Work required: Through the end of the data below, output every line exactly, beginning with the line that contains "Annotation task. Convert".

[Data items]
============================================================
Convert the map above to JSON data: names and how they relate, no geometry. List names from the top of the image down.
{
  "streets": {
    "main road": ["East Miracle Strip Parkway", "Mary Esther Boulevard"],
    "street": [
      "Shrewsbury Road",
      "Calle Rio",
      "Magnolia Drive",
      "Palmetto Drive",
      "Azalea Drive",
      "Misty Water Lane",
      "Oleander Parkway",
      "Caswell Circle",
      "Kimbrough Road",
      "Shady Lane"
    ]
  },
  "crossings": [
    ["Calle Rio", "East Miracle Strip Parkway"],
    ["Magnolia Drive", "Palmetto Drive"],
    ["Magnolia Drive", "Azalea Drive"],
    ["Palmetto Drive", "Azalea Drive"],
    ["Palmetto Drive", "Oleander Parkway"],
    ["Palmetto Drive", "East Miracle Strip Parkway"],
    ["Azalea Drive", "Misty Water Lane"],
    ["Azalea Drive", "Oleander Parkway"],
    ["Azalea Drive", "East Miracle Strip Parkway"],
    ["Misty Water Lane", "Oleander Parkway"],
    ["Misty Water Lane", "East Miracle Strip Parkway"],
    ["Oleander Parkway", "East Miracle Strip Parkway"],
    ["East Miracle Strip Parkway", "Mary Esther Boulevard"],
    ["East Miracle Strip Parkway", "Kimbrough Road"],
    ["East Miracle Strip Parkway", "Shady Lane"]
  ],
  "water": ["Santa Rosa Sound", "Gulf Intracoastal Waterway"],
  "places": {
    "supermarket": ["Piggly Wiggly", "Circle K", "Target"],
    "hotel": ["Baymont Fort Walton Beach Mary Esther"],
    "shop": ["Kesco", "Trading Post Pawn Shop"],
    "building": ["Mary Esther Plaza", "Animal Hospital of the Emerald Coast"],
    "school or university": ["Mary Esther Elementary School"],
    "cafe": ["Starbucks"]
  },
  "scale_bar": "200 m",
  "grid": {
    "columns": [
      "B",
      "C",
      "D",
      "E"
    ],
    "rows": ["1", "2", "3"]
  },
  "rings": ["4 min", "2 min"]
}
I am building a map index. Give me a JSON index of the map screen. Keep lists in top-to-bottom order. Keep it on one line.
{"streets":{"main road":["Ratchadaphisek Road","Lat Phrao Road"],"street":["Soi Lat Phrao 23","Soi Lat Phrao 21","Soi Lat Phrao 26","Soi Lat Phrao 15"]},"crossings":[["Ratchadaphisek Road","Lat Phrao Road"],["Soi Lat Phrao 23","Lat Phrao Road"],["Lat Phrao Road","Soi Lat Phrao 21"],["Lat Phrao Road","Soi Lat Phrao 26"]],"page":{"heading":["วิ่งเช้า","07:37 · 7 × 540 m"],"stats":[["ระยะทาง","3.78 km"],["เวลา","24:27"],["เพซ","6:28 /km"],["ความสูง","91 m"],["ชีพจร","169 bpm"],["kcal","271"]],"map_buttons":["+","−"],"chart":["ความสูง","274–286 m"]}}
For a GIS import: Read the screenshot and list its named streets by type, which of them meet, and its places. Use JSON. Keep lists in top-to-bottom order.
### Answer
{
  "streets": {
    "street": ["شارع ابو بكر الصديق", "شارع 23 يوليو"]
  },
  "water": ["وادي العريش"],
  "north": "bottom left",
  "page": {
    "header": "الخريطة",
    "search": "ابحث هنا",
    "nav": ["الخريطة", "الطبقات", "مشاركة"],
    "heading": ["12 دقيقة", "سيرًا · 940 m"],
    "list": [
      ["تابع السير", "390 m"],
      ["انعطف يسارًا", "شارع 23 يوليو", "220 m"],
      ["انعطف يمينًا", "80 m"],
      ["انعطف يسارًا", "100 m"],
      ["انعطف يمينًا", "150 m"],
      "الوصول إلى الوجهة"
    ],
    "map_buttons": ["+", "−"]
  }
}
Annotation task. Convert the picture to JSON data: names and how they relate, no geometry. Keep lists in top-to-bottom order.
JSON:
============================================================
Exercise response:
Annotation task. Convert the picture to JSON data: names and how they relate, no geometry. Keep lists in top-to-bottom order.
JSON:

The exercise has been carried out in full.